=== Activity ===
Your task is to filter the entries and copy every line containing the string "canvas".

(Stored items)
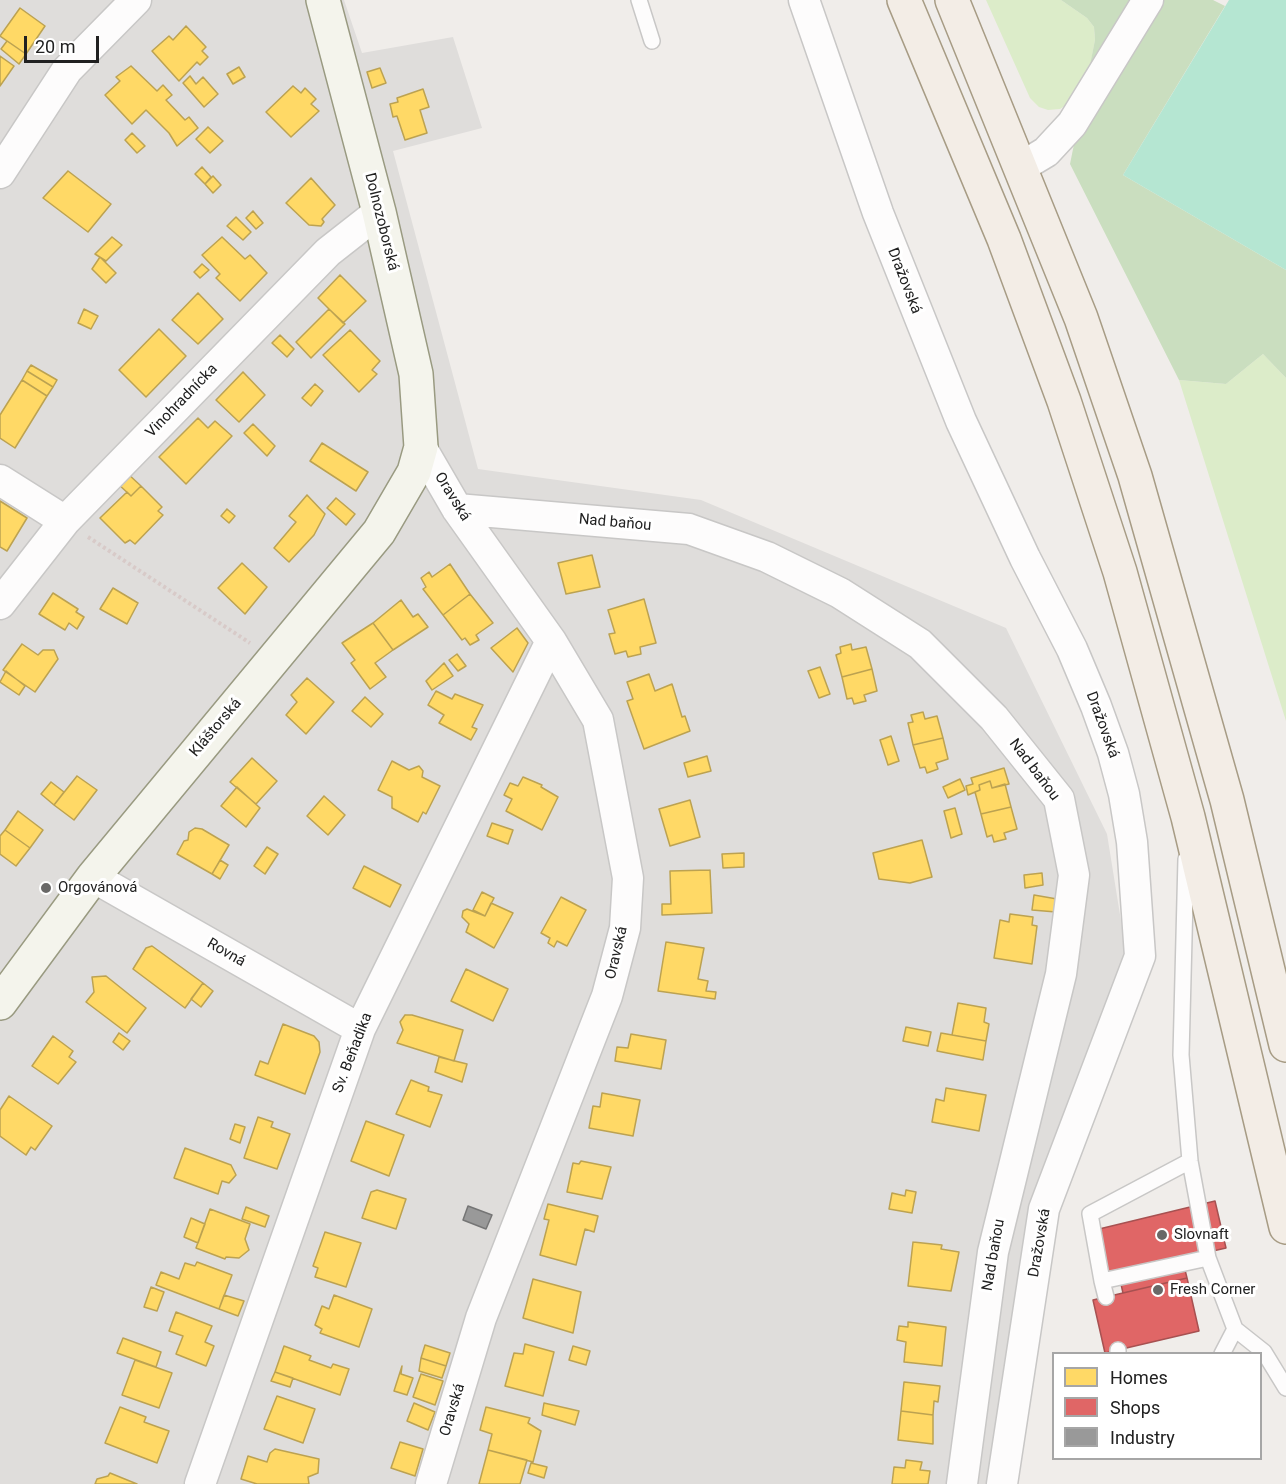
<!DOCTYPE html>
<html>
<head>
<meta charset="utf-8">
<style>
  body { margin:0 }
  #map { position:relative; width:1286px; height:1484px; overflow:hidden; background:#f0edea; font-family:Roboto,sans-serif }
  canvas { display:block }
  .legend { position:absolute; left:1052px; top:1352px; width:210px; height:108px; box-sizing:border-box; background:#fff; border:2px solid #a6a6a6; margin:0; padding:8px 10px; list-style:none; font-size:18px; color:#212121 }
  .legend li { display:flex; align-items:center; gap:12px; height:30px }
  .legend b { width:30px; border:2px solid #a6a6a6 }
  .scale { position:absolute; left:24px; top:36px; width:75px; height:27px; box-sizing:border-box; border:3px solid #212121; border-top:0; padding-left:8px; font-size:18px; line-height:21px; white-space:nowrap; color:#212121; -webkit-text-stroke:4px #fff; paint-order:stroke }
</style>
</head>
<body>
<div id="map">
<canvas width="1286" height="1484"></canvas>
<ul class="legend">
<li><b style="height:16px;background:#ffd966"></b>Homes</li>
<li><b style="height:16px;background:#e06666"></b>Shops</li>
<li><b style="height:16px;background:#999"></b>Industry</li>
</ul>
<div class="scale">20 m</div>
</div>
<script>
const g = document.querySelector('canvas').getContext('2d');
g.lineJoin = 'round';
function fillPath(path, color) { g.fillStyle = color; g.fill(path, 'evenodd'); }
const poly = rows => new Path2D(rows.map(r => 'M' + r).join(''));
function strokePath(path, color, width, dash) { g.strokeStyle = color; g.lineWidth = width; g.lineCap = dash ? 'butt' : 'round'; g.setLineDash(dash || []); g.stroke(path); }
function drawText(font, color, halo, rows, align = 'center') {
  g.font = font + ' Roboto,sans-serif'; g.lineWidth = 6; g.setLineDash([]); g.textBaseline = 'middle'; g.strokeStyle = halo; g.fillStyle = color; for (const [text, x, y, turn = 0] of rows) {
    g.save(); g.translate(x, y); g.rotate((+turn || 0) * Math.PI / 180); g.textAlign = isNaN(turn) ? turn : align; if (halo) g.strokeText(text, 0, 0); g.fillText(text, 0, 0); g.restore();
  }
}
const residential = poly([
  [0,0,344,0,362,53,453,37,482,128,393,151,478,469,701,500,1006,628,1107,834,1126,952,988,1484,0,1484]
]);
const grass = poly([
  [986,0,1061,0,1087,18,1094,27,1095,40,1087,82,1071,102,1060,109,1048,110,1039,107,1030,98],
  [1263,354,1286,378,1286,721,1179,380,1226,384]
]);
const forest = poly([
  [1061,0,1213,0,1225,6,1123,175,1286,270,1286,378,1263,354,1226,384,1179,380,1070,164,1095,40,1094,27,1087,18]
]);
const pitch = poly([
  [1229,0,1286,0,1286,270,1123,175]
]);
const homes = poly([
  [20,8,45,26,26,54,0,36,20,8],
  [186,26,206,47,202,51,208,57,200,65,197,62,179,81,152,51,169,36,173,40,186,26],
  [7,41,26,54,19,64,1,49,7,41],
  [0,56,14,66,0,86,0,56],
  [131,66,157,91,163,85,172,95,166,100,185,120,189,117,198,128,177,146,169,133,146,110,132,124,105,95,120,81,116,77,131,66],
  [239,67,245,77,233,84,227,74,239,67],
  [380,68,386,83,372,88,367,72,380,68],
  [190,76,196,84,203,77,218,94,204,107,183,83,190,76],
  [293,86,301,93,305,88,316,99,311,104,319,111,291,137,266,112,293,86],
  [423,89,429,107,420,110,427,133,405,140,397,116,393,117,390,104,398,102,397,98,423,89],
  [208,127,223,141,210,153,196,139,208,127],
  [132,133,145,146,137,153,125,140,132,133],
  [202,167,211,177,205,184,195,174,202,167],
  [68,171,111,204,88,232,43,198,68,171],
  [213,176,221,185,213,193,205,184,213,176],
  [311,178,335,205,322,219,324,222,321,226,309,225,286,203,311,178],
  [253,211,263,223,256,229,246,218,253,211],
  [236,217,251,232,243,240,227,226,236,217],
  [112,237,122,245,106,261,95,254,112,237],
  [222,237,245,259,250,255,267,273,240,301,216,278,220,274,202,255,222,237],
  [100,257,116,273,106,283,92,269,100,257],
  [202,264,209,270,200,278,194,272,202,264],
  [340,275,366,301,343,323,318,298,340,275],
  [198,293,223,319,198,344,172,320,198,293],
  [84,309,98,316,91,329,78,323,84,309],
  [329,309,345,324,311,358,296,342,329,309],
  [159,329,186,356,146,397,119,370,159,329],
  [350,330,380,361,372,370,377,374,359,392,323,355,350,330],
  [280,335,294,349,287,357,272,343,280,335],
  [31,365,57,380,53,387,27,371,31,365],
  [27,371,53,387,47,396,22,380,27,371],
  [243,372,265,395,239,422,216,400,243,372],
  [22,380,47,396,15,448,0,438,0,415,22,380],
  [315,384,323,391,311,406,302,398,315,384],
  [198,418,208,428,215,421,232,436,186,484,159,457,198,418],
  [253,424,275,446,267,456,244,433,253,424],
  [322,443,368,472,356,491,310,461,322,443],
  [127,473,141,486,131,496,117,483,127,473],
  [141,486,162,507,158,511,163,515,135,544,130,540,125,543,100,518,127,492,131,496,141,486],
  [307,495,325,514,314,535,289,562,274,548,296,522,289,516,307,495],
  [336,498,355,514,346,525,327,508,336,498],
  [0,501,27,518,7,551,0,547,0,501],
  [227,509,235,516,229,523,221,516,227,509],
  [592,555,600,587,566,594,558,563,592,555],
  [242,563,267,587,245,614,218,588,242,563],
  [450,564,470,594,443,615,423,589,426,587,421,578,429,572,432,577,450,564],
  [113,588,138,603,127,624,100,609,113,588],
  [53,593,78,609,76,612,84,617,77,629,69,623,65,630,39,614,53,593],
  [470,594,493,623,476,635,479,640,470,645,465,638,462,640,443,615,470,594],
  [644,599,656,643,640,647,641,654,628,657,626,651,615,654,609,634,615,633,608,610,644,599],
  [401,600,413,617,418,614,428,627,393,650,373,623,401,600],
  [373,623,393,650,375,663,386,677,370,689,351,663,355,660,342,643,373,623],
  [517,628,528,643,513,672,491,648,517,628],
  [22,644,38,655,43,650,54,650,58,659,35,692,3,670,22,644],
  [851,644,852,650,866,647,872,669,842,677,836,655,841,653,840,647,851,644],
  [457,654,466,666,458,671,449,660,457,654],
  [444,663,453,676,432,690,426,681,444,663],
  [820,667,830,694,819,698,808,671,820,667],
  [872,669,877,691,864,695,866,701,854,704,852,698,847,699,842,677,872,669],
  [6,671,25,686,19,695,0,682,6,671],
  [649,674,655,691,672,684,682,717,685,716,690,731,644,749,627,701,633,699,627,682,649,674],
  [307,678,334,702,306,734,286,715,297,702,291,695,307,678],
  [436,691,452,699,455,694,483,705,472,727,477,729,471,740,439,723,444,715,428,705,436,691],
  [365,697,383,714,371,727,352,711,365,697],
  [923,712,925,719,937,716,943,738,913,745,908,723,913,722,911,715,923,712],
  [891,736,899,761,888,765,880,740,891,736],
  [943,738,948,759,936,763,938,769,927,773,925,767,920,768,913,745,943,738],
  [707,756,711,771,688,777,684,763,707,756],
  [252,758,277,781,256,804,230,782,252,758],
  [392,761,409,770,419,766,423,771,422,777,440,786,426,814,423,812,418,822,392,808,392,797,378,790,392,761],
  [1004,768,1009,784,992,788,990,781,979,785,980,790,968,795,966,786,973,784,971,778,1004,768],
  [77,776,97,790,74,820,54,805,77,776],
  [523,777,542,785,541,787,558,797,542,830,506,811,512,799,504,795,510,783,518,786,523,777],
  [960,779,965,790,948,798,943,787,960,779],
  [990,781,992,788,1005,784,1011,807,981,814,975,792,980,790,979,785,990,781],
  [51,782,64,792,54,805,41,794,51,782],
  [237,787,260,808,246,827,221,806,237,787],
  [324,796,345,815,328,835,307,816,324,796],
  [690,800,700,837,670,846,659,809,690,800],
  [1011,807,1017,829,1004,833,1006,839,994,842,992,835,987,837,981,814,1011,807],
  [955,808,962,834,951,838,944,811,955,808],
  [18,811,43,830,30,848,5,830,18,811],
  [492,823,513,830,508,844,487,836,492,823],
  [195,828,202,829,229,845,212,874,177,854,184,841,188,840,189,832,195,828],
  [5,830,30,848,16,866,0,854,0,836,5,830],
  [922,840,932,877,910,883,879,879,873,853,922,840],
  [267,847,278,854,265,874,254,866,267,847],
  [744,853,744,867,723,868,722,854,744,853],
  [220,860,228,865,220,879,212,874,220,860],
  [364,866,401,885,390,907,353,888,364,866],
  [710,870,712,913,662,915,662,904,671,904,670,871,710,870],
  [1042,873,1043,885,1025,888,1024,875,1042,873],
  [482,892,494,898,485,916,473,910,482,892],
  [1034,895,1057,899,1056,912,1032,910,1034,895],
  [561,897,586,910,567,946,557,941,554,947,548,943,550,938,541,933,561,897],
  [491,903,513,913,494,948,466,932,469,924,462,917,463,911,467,909,485,916,491,903],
  [1010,914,1033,917,1032,925,1037,926,1032,964,994,958,1000,920,1009,922,1010,914],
  [666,942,704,948,698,979,708,981,706,991,716,992,715,999,658,991,666,942],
  [152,946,203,983,185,1008,133,969,146,948,152,946],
  [466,969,508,989,493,1021,451,1001,466,969],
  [106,976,146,1008,127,1033,86,1002,94,992,92,977,106,976],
  [203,983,213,991,201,1007,191,999,203,983],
  [958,1003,986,1008,984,1022,989,1024,986,1041,952,1035,958,1003],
  [405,1015,412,1015,463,1030,454,1061,397,1043,403,1030,400,1022,405,1015],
  [283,1024,314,1036,319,1042,320,1052,305,1094,255,1075,260,1061,268,1064,283,1024],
  [906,1027,931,1032,928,1046,903,1041,906,1027],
  [119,1033,130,1041,123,1050,113,1042,119,1033],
  [941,1033,986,1041,983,1060,937,1051,941,1033],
  [631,1034,666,1040,661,1069,615,1061,617,1047,628,1048,631,1034],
  [53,1036,73,1051,69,1057,76,1062,58,1084,32,1066,53,1036],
  [439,1057,467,1064,462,1082,435,1072,439,1057],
  [411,1080,429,1087,428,1091,442,1095,430,1127,396,1114,411,1080],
  [946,1088,986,1095,979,1131,932,1122,936,1099,944,1101,946,1088],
  [602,1093,640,1100,633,1136,589,1128,593,1106,600,1107,602,1093],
  [9,1096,52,1126,35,1150,31,1147,26,1155,0,1136,0,1110,9,1096],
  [258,1117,273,1122,271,1127,290,1134,277,1169,244,1158,258,1117],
  [366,1121,404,1135,389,1176,351,1161,366,1121],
  [235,1124,245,1127,240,1143,230,1139,235,1124],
  [185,1148,231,1165,236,1175,229,1183,222,1181,218,1194,174,1178,185,1148],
  [581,1161,611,1167,602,1199,567,1192,573,1163,579,1164,581,1161],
  [377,1190,406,1199,396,1229,362,1218,371,1192,377,1190],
  [906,1190,916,1192,912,1213,889,1209,892,1193,905,1196,906,1190],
  [548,1204,598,1216,594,1232,585,1229,576,1265,540,1255,549,1220,544,1219,548,1204],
  [246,1207,269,1216,265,1227,242,1219,246,1207],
  [210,1209,250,1224,245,1239,249,1250,239,1258,226,1257,225,1259,196,1248,210,1209],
  [191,1218,205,1224,198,1243,184,1237,191,1218],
  [325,1232,361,1243,346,1287,315,1277,318,1268,313,1266,325,1232],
  [913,1242,942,1245,941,1249,959,1252,951,1291,908,1286,913,1242],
  [197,1262,232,1275,219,1309,156,1285,161,1272,179,1279,185,1263,195,1266,197,1262],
  [533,1279,581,1292,573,1333,523,1318,533,1279],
  [151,1287,164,1292,157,1311,144,1307,151,1287],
  [224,1295,244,1301,238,1316,219,1309,224,1295],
  [334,1295,372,1309,359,1347,320,1333,322,1329,315,1325,322,1306,329,1309,334,1295],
  [176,1312,212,1326,205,1342,214,1346,206,1366,176,1354,183,1336,169,1331,176,1312],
  [908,1322,946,1327,942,1366,904,1362,906,1342,897,1340,899,1326,908,1327,908,1322],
  [123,1338,161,1352,156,1367,117,1353,123,1338],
  [525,1344,554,1352,543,1396,505,1386,514,1353,523,1354,525,1344],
  [425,1345,450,1353,446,1366,421,1358,425,1345],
  [284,1346,311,1356,309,1360,331,1368,333,1364,349,1369,340,1395,275,1372,284,1346],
  [573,1346,590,1351,586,1365,569,1360,573,1346],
  [421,1358,446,1366,442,1378,419,1371,421,1358],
  [135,1360,172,1373,159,1408,122,1395,135,1360],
  [402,1366,401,1374,413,1378,407,1395,394,1391,402,1366],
  [275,1372,293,1378,290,1387,271,1381,275,1372],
  [421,1374,443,1381,435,1405,413,1397,421,1374],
  [904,1382,940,1386,938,1402,934,1401,933,1415,901,1411,904,1382],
  [277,1396,315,1409,303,1443,264,1429,277,1396],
  [414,1403,435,1412,428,1430,407,1421,414,1403],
  [544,1403,579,1411,575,1425,542,1415,544,1403],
  [120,1407,146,1417,144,1422,169,1431,157,1463,105,1443,120,1407],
  [486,1407,530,1418,528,1423,541,1431,533,1462,488,1450,492,1434,480,1430,486,1407],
  [901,1411,933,1415,933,1444,898,1440,901,1411],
  [400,1442,423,1449,415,1476,391,1468,400,1442],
  [275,1449,319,1459,318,1473,308,1477,309,1484,257,1484,241,1479,248,1456,267,1462,270,1453,275,1449],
  [488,1450,527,1460,520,1484,479,1484,488,1450],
  [906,1460,922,1462,920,1470,930,1471,928,1484,892,1484,894,1467,905,1468,906,1460],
  [531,1463,547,1467,544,1478,528,1473,531,1463],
  [110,1473,137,1484,95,1484,97,1479,108,1476,110,1473]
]);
const shops = poly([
  [1215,1201,1226,1248,1182,1258,1187,1278,1123,1293,1118,1271,1105,1274,1095,1230,1215,1201],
  [1187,1278,1199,1331,1105,1353,1093,1300,1187,1278]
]);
const industry = poly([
  [468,1206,492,1215,486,1229,463,1220,468,1206]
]);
const path = poly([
  [88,537,250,643]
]);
const lane = poly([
  [639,0,652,41],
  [1186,859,1181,1055,1190,1161,1208,1258,1235,1329,1264,1352,1286,1388],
  [1102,1281,1090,1214,1190,1161],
  [1106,1297,1102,1281,1208,1258],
  [1118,1350,1118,1354],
  [1222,1354,1235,1329]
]);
const street = poly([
  [804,0,878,213,961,421,1025,558,1072,649,1096,706,1113,753,1124,794,1132,842,1140,956,1044,1209,1002,1484],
  [1021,167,1046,152,1072,124,1148,0],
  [0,173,67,70,136,0],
  [421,447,457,509,551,641,598,720,628,878,625,928,607,996,481,1318,431,1484],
  [0,480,65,521],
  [457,509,689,529,767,557,840,593,920,644,994,718,1059,799,1074,875,1061,974,993,1252,962,1484],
  [0,604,65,521,328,252,379,212],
  [93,877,360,1029],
  [200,1484,360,1029,551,641]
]);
const secondary = poly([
  [0,1003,93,877,379,532,414,472,421,447,416,374,379,212,323,0]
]);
const primary = poly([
  [904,0,1004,239,1064,401,1120,572,1188,817,1286,1227],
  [952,0,1081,318,1135,476,1227,800,1286,1045]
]);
const markers = [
  [46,888,6,"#696867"],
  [1162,1235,6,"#696867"],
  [1158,1290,6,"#696867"]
];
const streetNames = [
  ["Dolnozoborská",381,222,76],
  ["Dražovská",904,281,69],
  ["Vinohradnícka",182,401,-46],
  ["Oravská",452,497,58],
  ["Nad baňou",615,523,5],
  ["Dražovská",1102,725,70],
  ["Kláštorská",216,728,-50],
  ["Nad baňou",1034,770,53],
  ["Rovná",226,953,30],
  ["Oravská",617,953,-77],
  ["Sv. Beňadika",353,1053,-69],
  ["Dražovská",1040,1243,-80],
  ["Nad baňou",994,1255,-80],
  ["Oravská",453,1410,-73]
];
const poiNames = [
  ["Orgovánová",58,888],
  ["Slovnaft",1174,1235],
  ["Fresh Corner",1170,1290]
];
fillPath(residential, '#dfdddb');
fillPath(grass, '#dcecc9');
fillPath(forest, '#cadebf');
fillPath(pitch, '#b5e6d2');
fillPath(homes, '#ffd966');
strokePath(homes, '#bca251', 1.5);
fillPath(shops, '#e06666');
strokePath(shops, '#a75151', 1.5);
fillPath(industry, '#999');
strokePath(industry, '#757575', 1.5);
strokePath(lane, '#c8c7c6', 18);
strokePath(street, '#c8c7c6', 33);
strokePath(secondary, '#999a81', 36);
strokePath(primary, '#a79c85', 36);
strokePath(path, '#d8cac8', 4, [3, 3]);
strokePath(lane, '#fdfcfc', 15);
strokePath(street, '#fdfcfc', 30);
strokePath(secondary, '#f4f4ec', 33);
strokePath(primary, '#f3ede6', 33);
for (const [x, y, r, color] of markers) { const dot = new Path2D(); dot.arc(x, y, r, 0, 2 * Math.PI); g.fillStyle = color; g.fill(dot); strokePath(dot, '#fff', 2); }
drawText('15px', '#212121', '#fff', streetNames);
drawText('15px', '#212121', '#fff', poiNames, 'left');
</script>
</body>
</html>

=== Written response ===
  canvas { display:block }
<canvas width="1286" height="1484"></canvas>
const g = document.querySelector('canvas').getContext('2d');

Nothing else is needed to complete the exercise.